Wednesday, February 11, 2009

Silence from the White House on Guantanamo Abuse

Andy Worthington has a timely and important article today, titled "Who's Running Guantanamo?"
On Jan. 20, the answer to that question seemed obvious. In his inaugural speech, with George W. Bush standing just behind him, President Obama pointedly pledged to "reject as false the choice between our safety and our ideals" – a clear indication that, as he promised in a speech in August 2007, he would dismantle the extralegal aberrations of the Bush administration's "War on Terror"....

President Obama requested the military judges at Guantánamo to call a halt for four months to all proceedings in the military commissions at Guantánamo....

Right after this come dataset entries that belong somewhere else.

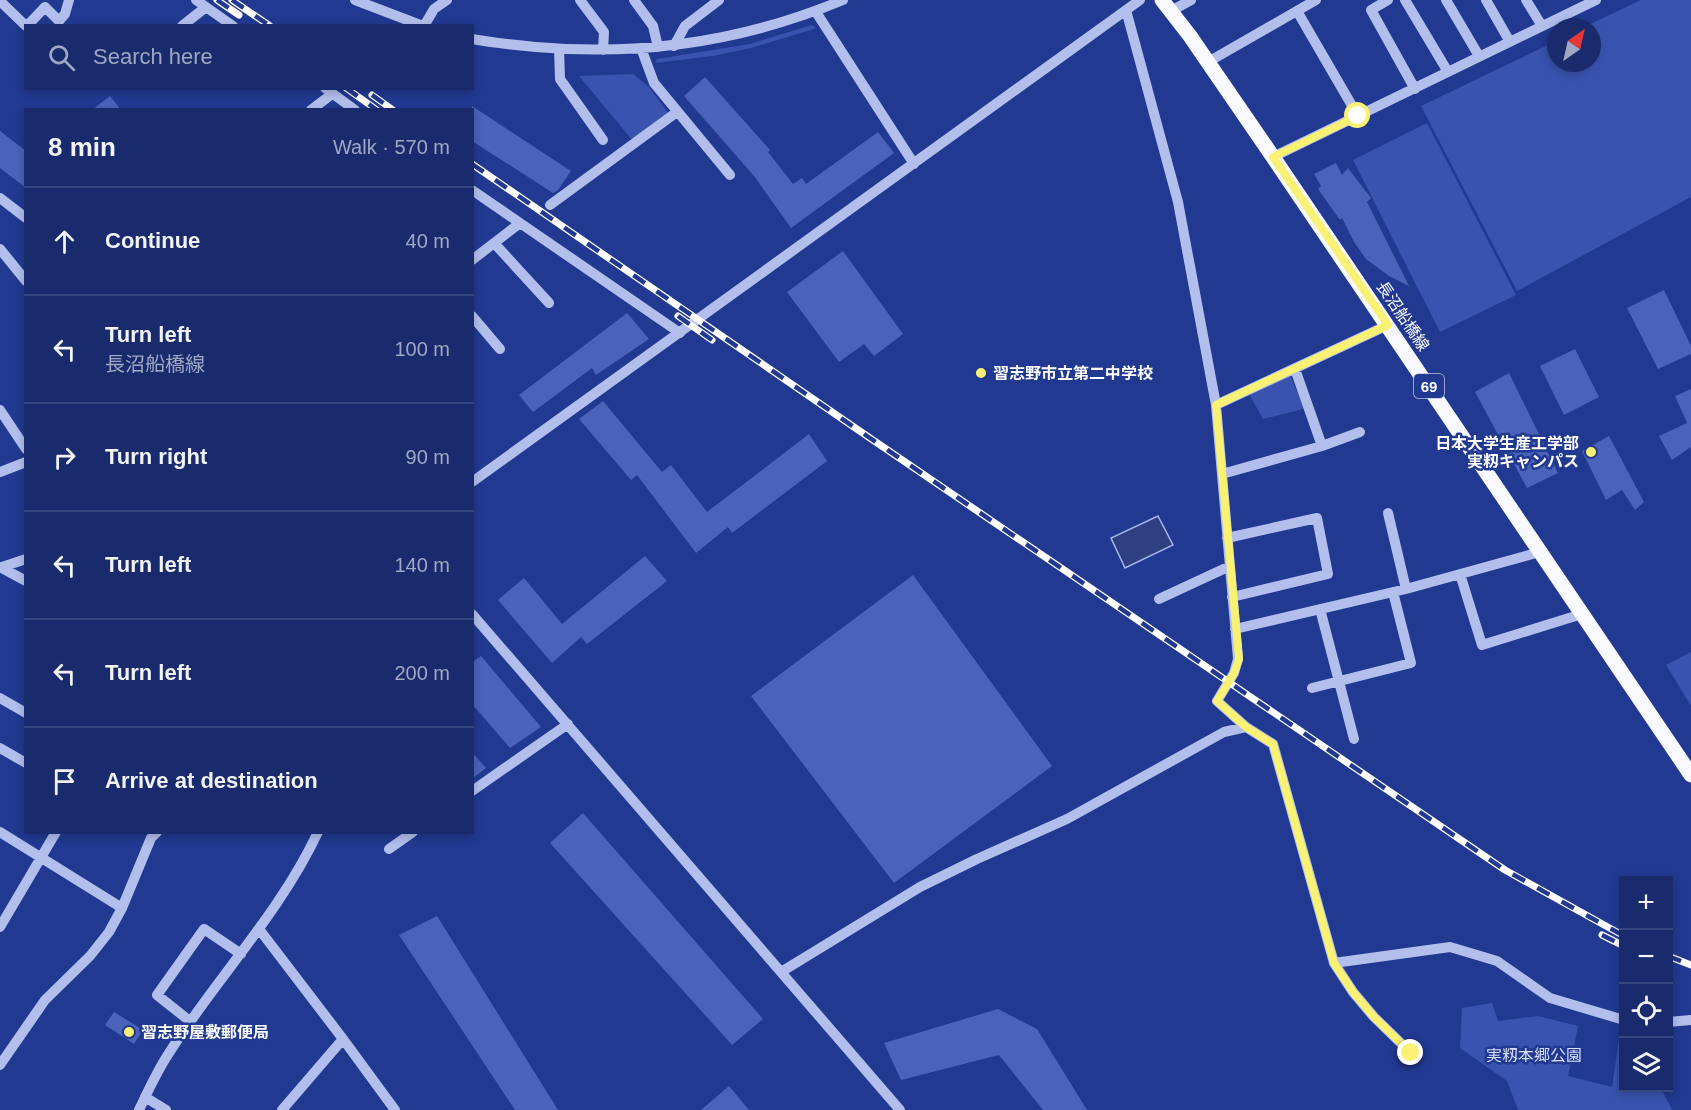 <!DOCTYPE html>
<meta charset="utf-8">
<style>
:root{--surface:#192b6d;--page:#223372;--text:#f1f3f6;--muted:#9fa7c2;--line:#374780}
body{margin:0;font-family:Arial,"Noto Sans JP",sans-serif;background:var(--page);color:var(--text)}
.controls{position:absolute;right:18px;bottom:18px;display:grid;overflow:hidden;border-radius:0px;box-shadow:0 3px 9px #0003}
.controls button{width:54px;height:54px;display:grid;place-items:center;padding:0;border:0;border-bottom:2px solid var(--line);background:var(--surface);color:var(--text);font:30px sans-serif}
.compass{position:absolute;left:1547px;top:18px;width:54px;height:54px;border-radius:50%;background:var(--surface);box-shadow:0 3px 9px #0003;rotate:34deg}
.stop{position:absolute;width:18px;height:18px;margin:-14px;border:4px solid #f9f174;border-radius:50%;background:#fff}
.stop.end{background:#f9f174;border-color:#fff;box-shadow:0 2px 6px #0008}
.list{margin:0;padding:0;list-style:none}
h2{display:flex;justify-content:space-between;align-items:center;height:78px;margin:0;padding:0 24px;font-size:26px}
h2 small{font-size:20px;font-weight:400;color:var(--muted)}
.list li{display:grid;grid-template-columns:39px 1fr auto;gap:18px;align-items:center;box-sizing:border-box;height:108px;padding:0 24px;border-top:2px solid var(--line)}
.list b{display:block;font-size:22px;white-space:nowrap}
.list p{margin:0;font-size:20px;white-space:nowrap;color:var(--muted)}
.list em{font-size:20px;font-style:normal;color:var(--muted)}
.icon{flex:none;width:33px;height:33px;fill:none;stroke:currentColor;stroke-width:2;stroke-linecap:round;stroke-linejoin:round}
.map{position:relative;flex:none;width:1691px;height:1110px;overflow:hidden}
.search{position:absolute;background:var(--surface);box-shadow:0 3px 9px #0003;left:24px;top:24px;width:450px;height:66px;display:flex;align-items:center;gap:15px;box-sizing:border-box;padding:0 21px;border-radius:0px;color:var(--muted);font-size:22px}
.panel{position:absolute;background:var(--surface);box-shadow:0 3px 9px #0003;left:24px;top:108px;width:450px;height:726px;border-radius:0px}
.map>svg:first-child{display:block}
</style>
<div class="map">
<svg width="1691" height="1110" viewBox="0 0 1691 1110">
<rect width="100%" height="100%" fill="#213991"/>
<path fill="#3953af" d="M1641 0H1691V197L1517 291 1421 106 1556 41V63H1592V27H1584Z
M812 25 816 28 814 29 751 48 713 56 655 63 657 59 750 44Z
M633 74 649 87 668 113 633 141 579 76Z
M1427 123 1516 295 1440 332 1353 160Z
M1290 375 1304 409 1263 419 1249 394Z
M1691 652V706L1666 665Z
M1492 1003 1498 1021 1538 1016 1578 1026 1568 1076 1612 1087 1619 1039 1623 1040 1624 1088H1661L1672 1110H1518L1507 1081 1460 1048 1462 1008Z"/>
<path fill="#2e4082" stroke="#a6b7ee" stroke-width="1.5" d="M1158 516 1173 545 1125 568 1111 538Z"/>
<path fill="#4a62b8" d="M705 77 770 150 768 152 793 184 802 178 806 184 878 132 894 153 791 228 754 176 684 96Z
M110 96 121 110H92Z
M472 106 571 171 558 190 553 193 472 141Z
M0 131 26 151V188L0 168Z
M1336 163 1342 175 1348 168 1371 198 1367 202 1409 286 1389 276 1366 259 1354 242 1342 218 1340 220 1318 189 1321 186 1314 174Z
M843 251 903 334 874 356 864 344 839 362 787 292Z
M1664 290 1691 346V354L1658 369 1627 308Z
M627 313 649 339 596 375 592 368 533 412 519 395Z
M1575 349 1599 397 1564 415 1540 366Z
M1509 373 1558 473 1527 488 1475 392Z
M1691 389V447L1672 460 1659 436 1687 423 1675 396Z
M603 401 662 472 671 465 707 512 809 434 827 461 732 533 728 527 696 553 637 475 631 480 579 419Z
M1609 436 1644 502 1635 510 1622 490 1606 500 1582 451Z
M645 556 667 581 587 644 581 637 552 663 498 600 524 578 562 624Z
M913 575 1052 766 894 883 751 696Z
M481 656 541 727 510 748 472 704V662Z
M472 752 486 768 472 779Z
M583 813 763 1019 732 1045 550 843Z
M437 916 558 1110H515L399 935Z
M998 1009 1037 1029 1087 1110H1043L999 1055 901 1080 884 1043Z
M114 1012 143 1030 134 1044 105 1025Z
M729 1086 749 1110H701Z"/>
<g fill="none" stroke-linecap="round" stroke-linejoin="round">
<path stroke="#b2bfed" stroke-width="10" d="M196 0 233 26
M355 0 423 26
M580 0 604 32 603 50
M634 0 653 26 658 47
M1388 0 1371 10 1415 89
M1405 0 1448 72
M1446 0 1479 56
M1486 0 1510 42
M1526 0 1542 26
M0 1 26 26
M1126 10 1178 202 1216 405 1238 659 1234 673 1217 701 1246 727 1273 744 1334 963 1353 992 1374 1017 1411 1053
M1171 11 1191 0
M1297 11 1358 116
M816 12 914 164
M27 26 45 7 59 21 65 14 69 0
M182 26 206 7
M424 26 434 9 447 0
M472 39C493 43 515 45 536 47 641 56 745 41 843 0
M674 46 685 26 719 0
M641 48 654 83 730 175
M559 49 560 79 603 140
M1208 62 1316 0
M325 88 355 110
M311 110 332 94
M1273 157 1596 0
M472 190 680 333
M0 198 26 218
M550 205 677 112
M494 243 549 303
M0 249 26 281
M472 260 520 223
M472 316 500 349
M1216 405 1388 325
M0 410 26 449
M1322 446 1360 432
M0 472 26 462
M1222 474 1322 446 1295 369
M472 482 1140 0
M1388 513 1406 589
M1227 538 1317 518 1328 574 1232 597
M0 567 26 581
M2 567 26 559
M1460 574 1482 645 1582 614
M1159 599 1230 566
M1320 609 1354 739
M472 614 900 1110
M1235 629 1406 589 1540 552
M1312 688 1411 663 1393 592
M0 698 26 713
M0 748 26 763
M472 791 568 724
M0 832 122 908
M389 849 413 832
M0 927 56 832
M259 929 343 1039 395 1110
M1334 963 1450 947 1497 961 1550 998 1624 1020
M781 972 920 887 977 859 1067 819 1224 732 1246 727
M191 1022 157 995 204 929 241 954
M1668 1022 1691 1020
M0 1065 45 1000 90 956 109 932 122 908 151 838 157 832
M145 1097 166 1110
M139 1110C148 1091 157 1071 169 1053 216 979 280 913 318 832
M282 1110 343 1039"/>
<path stroke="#f8f9ff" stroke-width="15" d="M1162 0 1190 36 1273 157 1691 775"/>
<defs>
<path id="rail" d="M217 0 239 15
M232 0 270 26
M346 88 377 110
M372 95 393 110
M472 164 867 436 1505 870 1624 936
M678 316 712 340
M1602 935 1624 946
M1668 956 1691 965"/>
</defs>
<use href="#rail" stroke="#fff" stroke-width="7"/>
<use href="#rail" stroke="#213991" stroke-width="4.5" stroke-dasharray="14" stroke-linecap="butt"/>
</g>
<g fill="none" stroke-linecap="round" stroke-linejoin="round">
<path stroke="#f9f174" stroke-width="8" d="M1358 116 1273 157 1388 325 1216 405 1239 659 1234 673 1217 701 1246 727 1273 744 1334 963 1353 992 1374 1017 1411 1053"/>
</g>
<g fill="#f9f174" stroke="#213991" stroke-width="2">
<circle cx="981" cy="373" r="6"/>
<circle cx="1591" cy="452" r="6"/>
<circle cx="129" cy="1032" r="6"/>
</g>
<g text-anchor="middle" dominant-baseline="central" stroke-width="5" stroke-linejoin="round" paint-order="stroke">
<rect fill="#213991" stroke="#bcc4de" stroke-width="1.5" x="1414" y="374" width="30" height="24" rx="4.5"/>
<g font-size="15" font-weight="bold" fill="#fff">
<text x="1429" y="386">69</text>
</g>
<g font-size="16" fill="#fff" stroke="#213991">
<text transform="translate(1403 316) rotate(56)">長沼船橋線</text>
</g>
<g font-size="16" font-weight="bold" fill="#fff" stroke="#213991" text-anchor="start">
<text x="993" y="373">習志野市立第二中学校</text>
<text x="1579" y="443" text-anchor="end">日本大学生産工学部<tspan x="1579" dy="18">実籾キャンパス</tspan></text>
<text x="141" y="1032">習志野屋敷郵便局</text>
</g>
<g font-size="16" fill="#d8dff9" stroke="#213991">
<text x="1534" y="1055">実籾本郷公園</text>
</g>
</g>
</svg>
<div class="controls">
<button>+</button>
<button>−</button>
<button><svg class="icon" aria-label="locate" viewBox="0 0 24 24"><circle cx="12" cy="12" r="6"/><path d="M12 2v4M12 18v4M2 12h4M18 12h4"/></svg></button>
<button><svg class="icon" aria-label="layers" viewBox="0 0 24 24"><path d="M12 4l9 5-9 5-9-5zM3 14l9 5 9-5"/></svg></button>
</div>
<svg class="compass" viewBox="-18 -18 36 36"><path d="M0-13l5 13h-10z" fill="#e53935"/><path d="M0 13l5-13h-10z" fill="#9fa7c2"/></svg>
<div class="stop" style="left:1358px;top:116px"></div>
<div class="stop end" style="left:1411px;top:1053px"></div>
<div class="search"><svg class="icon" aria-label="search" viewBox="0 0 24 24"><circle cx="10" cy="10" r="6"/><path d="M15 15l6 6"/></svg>Search here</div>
<section class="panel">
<h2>8 min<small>Walk · 570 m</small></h2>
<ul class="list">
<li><svg class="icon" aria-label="ahead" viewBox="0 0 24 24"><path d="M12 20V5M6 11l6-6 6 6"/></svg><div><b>Continue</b></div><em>40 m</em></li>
<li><svg class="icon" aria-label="left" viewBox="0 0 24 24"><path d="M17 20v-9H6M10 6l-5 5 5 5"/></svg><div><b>Turn left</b><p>長沼船橋線</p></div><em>100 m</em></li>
<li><svg class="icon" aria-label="right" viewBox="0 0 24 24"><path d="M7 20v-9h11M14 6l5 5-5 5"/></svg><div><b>Turn right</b></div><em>90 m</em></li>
<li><svg class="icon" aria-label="left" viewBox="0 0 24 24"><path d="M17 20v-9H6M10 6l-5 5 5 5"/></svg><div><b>Turn left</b></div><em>140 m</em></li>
<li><svg class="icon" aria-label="left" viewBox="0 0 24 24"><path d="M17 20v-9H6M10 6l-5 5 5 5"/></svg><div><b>Turn left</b></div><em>200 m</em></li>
<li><svg class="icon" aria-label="arrive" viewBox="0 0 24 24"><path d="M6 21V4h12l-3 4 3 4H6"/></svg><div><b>Arrive at destination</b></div></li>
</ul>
</section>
</div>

The day after, he signed his first executive orders, stating that Guantánamo would be closed within a year, upholding the absolute ban on torture, ordering the CIA to close all secret prisons, establishing an immediate review of the cases of the remaining 242 prisoners in Guantánamo, and requiring Defense Secretary Robert Gates to ensure, within 30 days, that the conditions at Guantánamo conformed to the Geneva Conventions....
Worthington goes on to describe a struggle within the Pentagon to defy Obama's stay on prosecutions as it pertained to Saudi prisoner Abdul Rahim al-Nashiri. Ultimately, the convening authority of the military commissions at Guantanamo dismissed charges against al-Nahiri, though he is charges can be re-filed again later.

As Bush appointees and Cheney proteges muck around the Pentagon and the Naval Base at Guantanamo, Guantanamo prisoner Binyam Mohamed's attorney, Lieutenant Colonel Yvonne Bradley, reports deteriorating conditions at that facility, with "savage beatings," forced extractions from inmate cells, and forced feedings in an effort to quash a mass hunger strike among inmates. Over 20% of all inmates at the facility are currently on hunger strike.

Worthington concludes:
... although Bradley's account indicates that the crisis in Guantánamo is such that ongoing discussions about implementing the Geneva Conventions should be replaced by urgent intervention to address the prisoners' complaints (and alleviating the chronic isolation in which most of the prisoners are held would be a start), the conditions in Guantánamo have been met with a resolute silence from the Pentagon and the White House.

Will it really take another death in Guantánamo – the sixth – to provoke a response?